Feeling frustrated about US treatment of migrants and refugees, and with some free time this month, I decided to go to the San Diego/Tijuana border to volunteer. I spent most of my time on the San Diego side. I’m writing a few short reflections based on this experience. In August I will be on the Mexico/Guatemala border and will do the same.
US/Mexico border installment #1: The Context – There is currently a “metering” program in place at the US/Mexico border. Asylum seekers wanting to apply for protection in the United States go to the port of entry in Tijuana and put their name on an informal waiting list. There are thousands of names on the list. Then they wait – getting by however they can, at over-crowded shelters, on the street, selling things on the beach, whatever. I’m not sure how they do it, but they do. When their number comes up, they have 24 hours to show up; otherwise they are back at the end of the line. After applying, a few, with extraordinary circumstances, are let into the United States pending their final asylum determination. The rest are sent back to Mexico to wait while the US considers their case. Only after the final asylum determination will they be let in.

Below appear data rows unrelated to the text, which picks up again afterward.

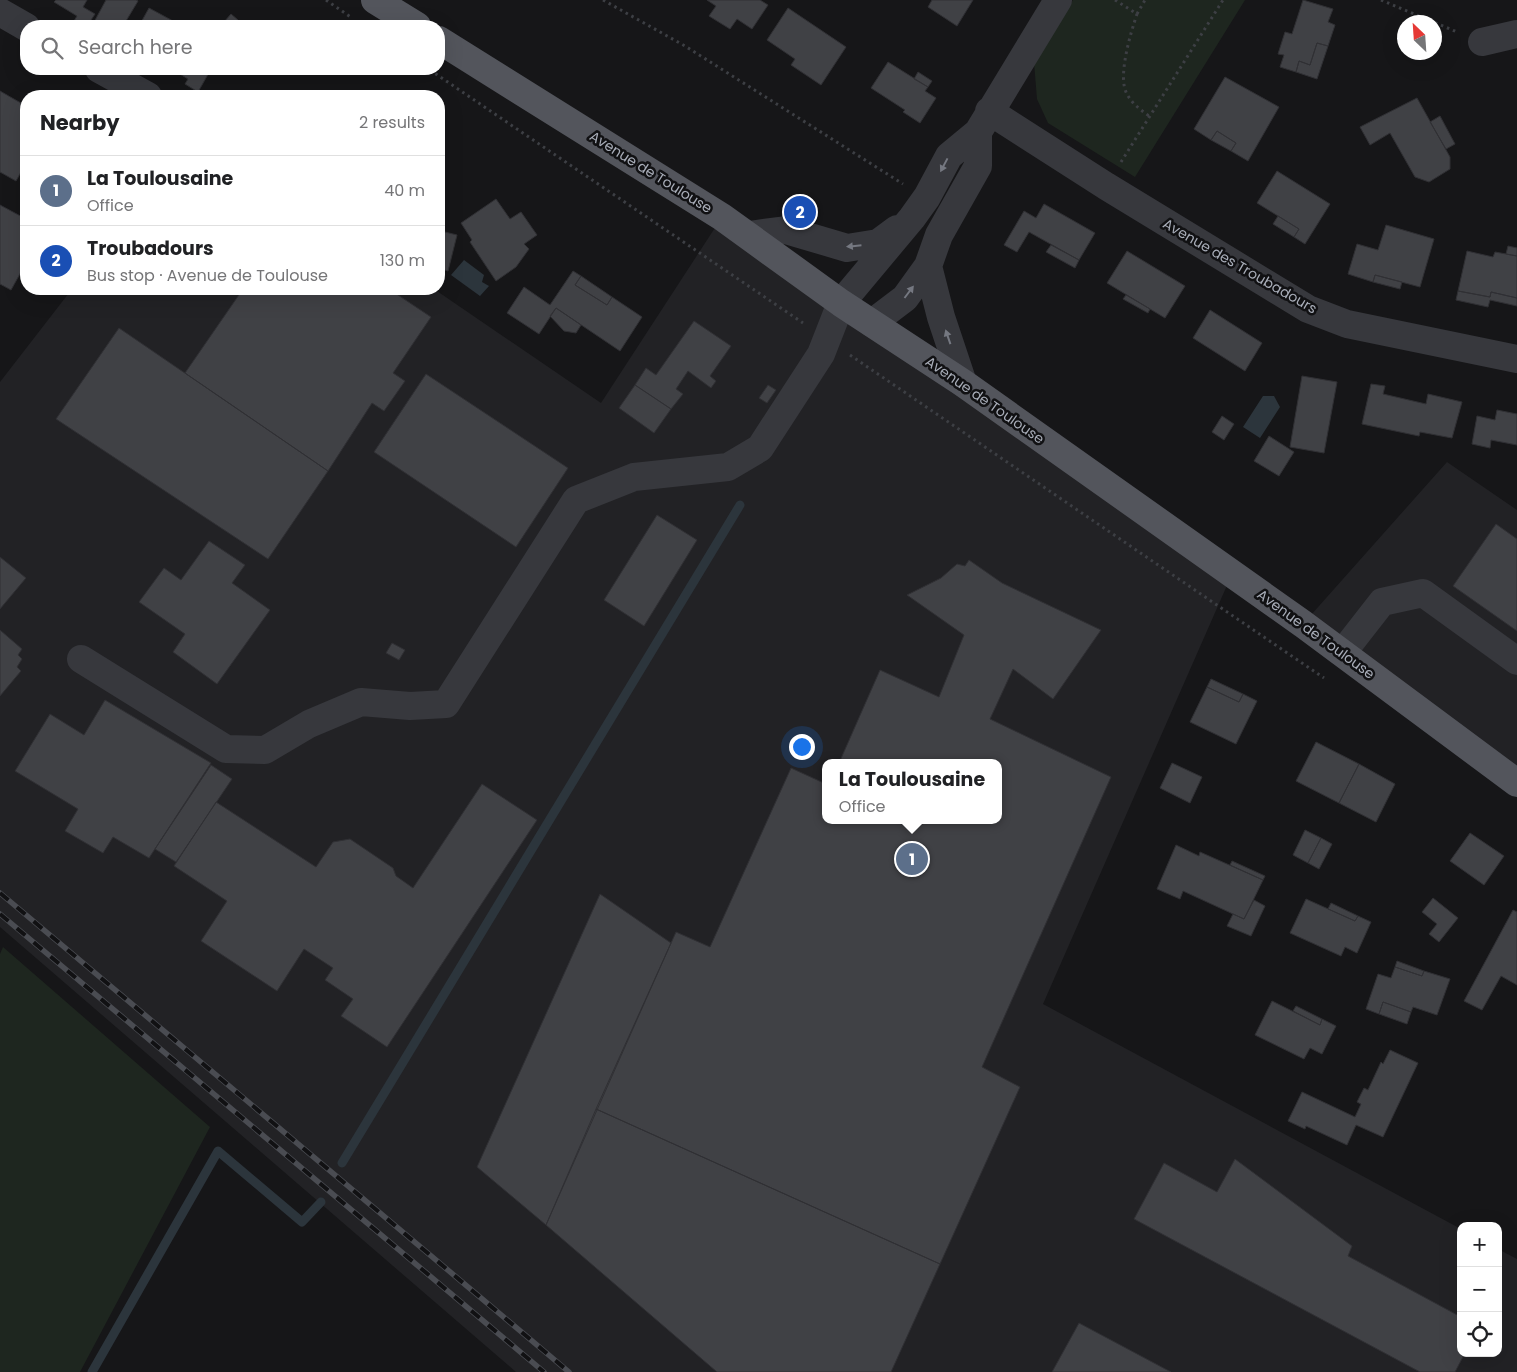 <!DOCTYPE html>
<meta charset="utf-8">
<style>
:root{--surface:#fff;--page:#f6f6f6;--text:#202124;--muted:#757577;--line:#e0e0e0;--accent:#7e622b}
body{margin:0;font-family:Poppins,sans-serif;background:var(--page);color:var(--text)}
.controls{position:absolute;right:15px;bottom:15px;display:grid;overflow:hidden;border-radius:10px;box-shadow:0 5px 20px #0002}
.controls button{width:45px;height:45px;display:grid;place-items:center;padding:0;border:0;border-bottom:1px solid var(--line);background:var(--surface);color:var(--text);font:25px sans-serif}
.compass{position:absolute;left:1397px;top:15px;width:45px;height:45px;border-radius:50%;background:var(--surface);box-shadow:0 5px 20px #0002;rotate:335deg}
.you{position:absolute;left:801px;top:746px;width:18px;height:18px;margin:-12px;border:4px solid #fff;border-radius:50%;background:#1a73e8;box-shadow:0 0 0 8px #1a73e833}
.badge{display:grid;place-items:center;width:32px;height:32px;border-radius:50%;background:var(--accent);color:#fff;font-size:16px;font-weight:700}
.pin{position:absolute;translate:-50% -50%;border:2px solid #fff;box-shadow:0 1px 5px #0006}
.popup{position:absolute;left:822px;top:759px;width:180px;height:65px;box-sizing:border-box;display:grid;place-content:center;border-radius:10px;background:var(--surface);filter:drop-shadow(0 1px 4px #0005);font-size:16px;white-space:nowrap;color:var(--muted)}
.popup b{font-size:19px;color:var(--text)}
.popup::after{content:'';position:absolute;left:50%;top:100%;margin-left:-10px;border:10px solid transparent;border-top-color:var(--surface)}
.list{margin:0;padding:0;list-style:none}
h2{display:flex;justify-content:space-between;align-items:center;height:65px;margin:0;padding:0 20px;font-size:21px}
h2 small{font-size:16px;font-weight:400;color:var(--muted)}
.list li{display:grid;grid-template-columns:32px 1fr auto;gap:15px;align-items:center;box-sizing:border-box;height:70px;padding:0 20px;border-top:1px solid var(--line)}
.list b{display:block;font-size:19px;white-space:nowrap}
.list p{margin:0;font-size:16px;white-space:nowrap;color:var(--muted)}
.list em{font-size:16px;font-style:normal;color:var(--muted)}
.icon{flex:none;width:28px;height:28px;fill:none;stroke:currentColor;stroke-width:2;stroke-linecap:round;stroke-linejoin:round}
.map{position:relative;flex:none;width:1517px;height:1372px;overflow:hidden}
.search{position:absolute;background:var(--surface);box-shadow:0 5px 20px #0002;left:20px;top:20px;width:425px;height:55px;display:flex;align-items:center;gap:12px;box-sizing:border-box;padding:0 18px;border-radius:20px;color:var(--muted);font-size:19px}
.panel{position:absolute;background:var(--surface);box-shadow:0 5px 20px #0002;left:20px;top:90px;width:425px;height:205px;border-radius:20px}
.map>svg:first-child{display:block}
</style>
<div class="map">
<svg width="1517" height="1372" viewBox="0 0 1517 1372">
<rect width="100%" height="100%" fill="#161618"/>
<!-- built -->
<path fill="#222225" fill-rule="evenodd" d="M722 217 1232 574 1043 1004 1461 1229V1353H1498V1249L1517 1259V1372H516L0 927V382L72 289H434L601 403ZM826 763H998V820H826Z
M1447 462 1517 510V783L1303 624Z"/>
<!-- green -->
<path fill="#1e261f" d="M1073 0H1245L1135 177 1048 123 1037 99 1034 62Z
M3 947 210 1127 80 1372H0V954Z"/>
<!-- water -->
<path fill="#2c353c" d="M464 260 484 275 482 282 489 286 480 296 451 275Z
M1263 396H1274L1280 407 1260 438 1243 427Z"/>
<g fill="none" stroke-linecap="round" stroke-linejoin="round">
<!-- stream -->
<path stroke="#2c353c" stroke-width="9" d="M342 1163 740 505
M92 1372 218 1151 302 1222 321 1202"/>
</g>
<!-- building -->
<path fill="#404145" stroke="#303034" d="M56 0H87L83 7 95 14 87 26H82L74 21 77 16 54 2Z
M106 0H136L138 1 123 26H96L93 24Z
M707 0H760L768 5 752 29 737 19 730 29 709 16 716 6Z
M932 0H973L957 26 928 7Z
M1303 0 1333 9 1328 22 1335 25 1328 46 1317 43 1310 65 1299 61 1296 72 1280 67 1284 55 1278 54 1285 32 1292 34Z
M149 8 173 21 171 26H139Z
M788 8 846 47 821 85 791 65 795 59 767 40Z
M231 14 238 20 232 26H229L224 22Z
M1317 43 1328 46 1317 79 1296 72 1299 61 1310 65Z
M888 62 928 87 925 91 936 98 920 123 903 112 905 110 871 88Z
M172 69H211L198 92 185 84 188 79Z
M918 72 932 81 928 87 914 79Z
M1225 77 1279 107 1248 161 1231 151 1236 143 1217 131 1211 140 1194 129Z
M0 91 26 106V163L16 181 0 172Z
M1417 98 1450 157V169L1429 182 1415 177 1390 133 1370 145 1360 127Z
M1440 116 1455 144 1446 149 1430 122Z
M1217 131 1236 143 1231 151 1211 140Z
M1277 171 1330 204 1305 244 1294 237 1299 229 1257 203Z
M496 199 510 219 521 212 537 235 524 244 529 249 516 267 496 281 470 242 472 240 461 223Z
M1044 204 1095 233 1079 260 1029 232 1017 252 1004 245 1024 211 1036 218Z
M0 205 26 219V263L11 290 0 284Z
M1278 216 1299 229 1294 237 1273 224Z
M1386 225 1434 239 1420 287 1375 275 1373 282 1348 274 1357 244 1378 250Z
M445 232 457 235 448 271 439 268V254Z
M1051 245 1079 260 1075 268 1046 252Z
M1508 246 1517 248V256L1506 254Z
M1127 251 1185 286 1165 318 1107 283Z
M1467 251 1493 257 1495 252 1517 256V298L1491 292 1490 297 1458 291Z
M573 271 581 276 575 285 607 305 612 297 642 317 620 351 556 308 539 334 507 313 524 287 550 305Z
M1375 275 1402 282 1400 289 1373 282Z
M581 276 612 297 607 305 575 285Z
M243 289H389L431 317 393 373 405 381 384 411 372 403 328 471 185 373Z
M1458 291 1490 297 1491 292 1517 298V306L1490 300 1488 307 1456 300Z
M1126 295 1150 309 1148 313 1123 299Z
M556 308 581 325 576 333 564 331 550 316Z
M1210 310 1262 343 1245 371 1193 338Z
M694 321 731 346 710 376 716 381 711 388 688 371 676 389 683 394 671 409 635 385 646 368 656 375Z
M119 328 328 471 268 559 56 419Z
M426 374 568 468 516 547 374 452Z
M1302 376 1337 382 1324 453 1290 447Z
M1371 384 1385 386 1383 394 1426 404 1428 394 1462 402 1452 438 1420 432 1419 436 1362 424Z
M635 385 671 409 654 433 619 408Z
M768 385 776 390 767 403 759 398Z
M1497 410 1517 414V445L1491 440 1490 448 1472 444 1477 416 1495 420Z
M1222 416 1234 424 1224 440 1212 432Z
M1269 436 1294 452 1279 476 1254 461Z
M657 515 697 540 644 626 604 600Z
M1496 524 1517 539V631L1453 586Z
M209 541 245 565 232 583 270 610 217 684 173 652 185 634 139 602 164 568 181 580Z
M0 557 26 578 0 609Z
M969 560 1002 583 1101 630 1053 699 1013 669 990 719 1111 777 982 1067 1020 1087 940 1264 596 1109 676 932 710 947 791 768 826 784V820H998V763H839L880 670 939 697 964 635 907 595 941 578 957 564 965 566Z
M0 630 22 649 18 655 22 659 17 667 21 671 0 696Z
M392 643 405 650 399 660 386 653Z
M1211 679 1243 694 1239 702 1207 687Z
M1207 687 1239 702 1243 694 1257 701 1236 744 1190 722Z
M105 700 211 763 149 858 113 837 103 853 65 831 78 809 15 771 50 714 84 735Z
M1316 742 1359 764 1339 803 1296 781Z
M1172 763 1202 777 1190 803 1160 788Z
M1359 764 1395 784 1376 822 1339 803Z
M211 765 232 779 176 862 155 849Z
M482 784 537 820 387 1047 341 1016 353 999 325 980 333 968 304 949 277 991 201 941 227 901 174 866 216 802 316 867 333 842 350 839 393 868 396 876 413 888Z
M1305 830 1321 838 1308 863 1293 855Z
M1470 833 1504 856 1484 885 1450 861Z
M1321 838 1332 844 1319 869 1308 863Z
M1176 845 1199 856 1200 852 1263 880 1244 919 1183 891 1180 899 1157 889Z
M1232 861 1265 876 1263 880 1230 865Z
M600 894 671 943 546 1225 477 1167Z
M1433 898 1458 918 1439 942 1429 934 1437 924 1422 912Z
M1306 899 1355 921 1358 916 1371 922 1357 953 1345 947 1341 956 1290 933Z
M1254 900 1265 906 1251 936 1227 926 1233 914 1244 919Z
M1331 903 1358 916 1355 921 1328 909Z
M1513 910 1517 912V985L1501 976 1482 1010 1464 1001Z
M1397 961 1424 971 1422 976 1395 967Z
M1395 967 1422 976 1424 971 1450 979 1437 1015 1413 1007 1411 1012 1383 1002 1379 1014 1366 1009 1378 974 1391 978Z
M1272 1001 1320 1025 1322 1019 1336 1026 1322 1054 1310 1048 1304 1059 1255 1035Z
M1383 1002 1411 1012 1407 1024 1379 1014Z
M1296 1006 1322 1019 1320 1025 1293 1011Z
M1390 1050 1418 1063 1383 1137 1356 1125 1347 1145 1306 1126 1305 1129 1288 1121 1302 1092 1355 1117 1361 1104 1357 1102 1364 1088 1368 1090 1381 1062 1383 1064Z
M596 1109 940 1264 891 1372H717L546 1225Z
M1235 1159 1352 1246 1348 1256 1461 1317V1353H1465L1455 1372H1420L1134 1219 1164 1163 1217 1192Z
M1079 1323 1171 1372H1052Z"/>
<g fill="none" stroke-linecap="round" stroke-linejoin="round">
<!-- path -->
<path stroke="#3d3f44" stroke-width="3" stroke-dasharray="2.5 4" stroke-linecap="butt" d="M326 0 352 18
M603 0 685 46 903 184
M1115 0 1137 14C1131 32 1117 77 1127 94 1132 104 1141 110 1149 116
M1381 0 1457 32
M1137 14 1145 0
M430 70 803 323
M1121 162 1223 0
M850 355 1324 678"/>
<!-- minor -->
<path stroke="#37383d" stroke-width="28" d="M0 12 26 27
M1482 42 1517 34
M99 69 148 96
M989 111 1106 186 1308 309 1347 324 1517 359
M749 235 786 230 847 248 878 243 897 229
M928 266 941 317 963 383
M872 323 905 298 928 266 939 235 978 166V132
M1343 652 1382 602 1423 593 1517 661
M81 659 226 749 265 750 309 724 361 702 410 706 446 704 576 500 634 477 728 467 760 448 821 354 841 303 912 218 927 197 949 156 978 132 1058 0"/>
<!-- major -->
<path stroke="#53555c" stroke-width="28" d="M375 0 417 26
M439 40 722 217 841 303 963 383 1303 624 1517 783"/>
<!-- rail casing -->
<g stroke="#4a4c52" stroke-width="5.5">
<path id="rail" d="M0 893 569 1372
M0 914 544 1372"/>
</g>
<!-- rail -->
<use href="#rail" stroke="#111113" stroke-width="4" stroke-dasharray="11" stroke-linecap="butt"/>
</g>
<!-- one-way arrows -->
<defs><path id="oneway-solid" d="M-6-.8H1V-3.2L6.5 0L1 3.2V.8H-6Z" transform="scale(1.25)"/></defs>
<g fill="#757881">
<use href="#oneway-solid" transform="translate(944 165) rotate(118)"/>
<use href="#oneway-solid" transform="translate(854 246) rotate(174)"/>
<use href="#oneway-solid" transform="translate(909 292) rotate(-53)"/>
<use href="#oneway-solid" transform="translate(948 337) rotate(-109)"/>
</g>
<g text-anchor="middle" stroke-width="5" stroke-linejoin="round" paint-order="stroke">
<!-- street labels -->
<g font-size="14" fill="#a8adb8" stroke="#111113">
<text transform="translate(651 172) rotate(32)" y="5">Avenue de Toulouse</text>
<text transform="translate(1240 266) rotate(30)" y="5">Avenue des Troubadours</text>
<text transform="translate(985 400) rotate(35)" y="5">Avenue de Toulouse</text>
<text transform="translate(1316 634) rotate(36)" y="5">Avenue de Toulouse</text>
</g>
</g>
</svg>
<div class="controls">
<button>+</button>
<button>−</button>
<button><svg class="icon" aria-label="locate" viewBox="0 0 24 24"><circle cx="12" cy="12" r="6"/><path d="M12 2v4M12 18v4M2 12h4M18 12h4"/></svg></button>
</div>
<svg class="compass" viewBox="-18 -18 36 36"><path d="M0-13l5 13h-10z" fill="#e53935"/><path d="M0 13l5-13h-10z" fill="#757577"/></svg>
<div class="you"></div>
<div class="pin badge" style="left:912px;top:859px;background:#5c6f8a">1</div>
<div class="popup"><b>La Toulousaine</b>Office</div>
<div class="pin badge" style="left:800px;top:212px;background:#1a4fb4">2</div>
<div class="search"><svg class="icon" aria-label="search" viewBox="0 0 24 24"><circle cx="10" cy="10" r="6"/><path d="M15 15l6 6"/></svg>Search here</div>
<section class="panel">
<h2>Nearby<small>2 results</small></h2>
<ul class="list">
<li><span class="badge" style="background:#5c6f8a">1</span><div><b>La Toulousaine</b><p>Office</p></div><em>40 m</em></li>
<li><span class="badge" style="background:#1a4fb4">2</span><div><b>Troubadours</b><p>Bus stop · Avenue de Toulouse</p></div><em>130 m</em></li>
</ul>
</section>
</div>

I spent one day in Tijuana with an NGO called Al Otro Lado. They help people prepare for the asylum process. They organize and train volunteers to do much of this work. It is an impressive operation on a shoestring. I talked with a few asylum seekers whose crossing number would be coming up the next day. They were learning about asylum law and the process. Being prepared to share the most difficult details of ones’ persecution can make the difference between protection and deportation.
Immigration opponents often question whether these people are really refugees, or if they are just trying to sneak into the US, gaming the system. What I heard directly from immigrants were horrible stories about extortion, violence, and threats of violence. Whether these examples will qualify under US law, I don’t know.
What I do know from my experience at the border is what anxiety and exhaustion look like. I saw fear and I also found reasons to hope.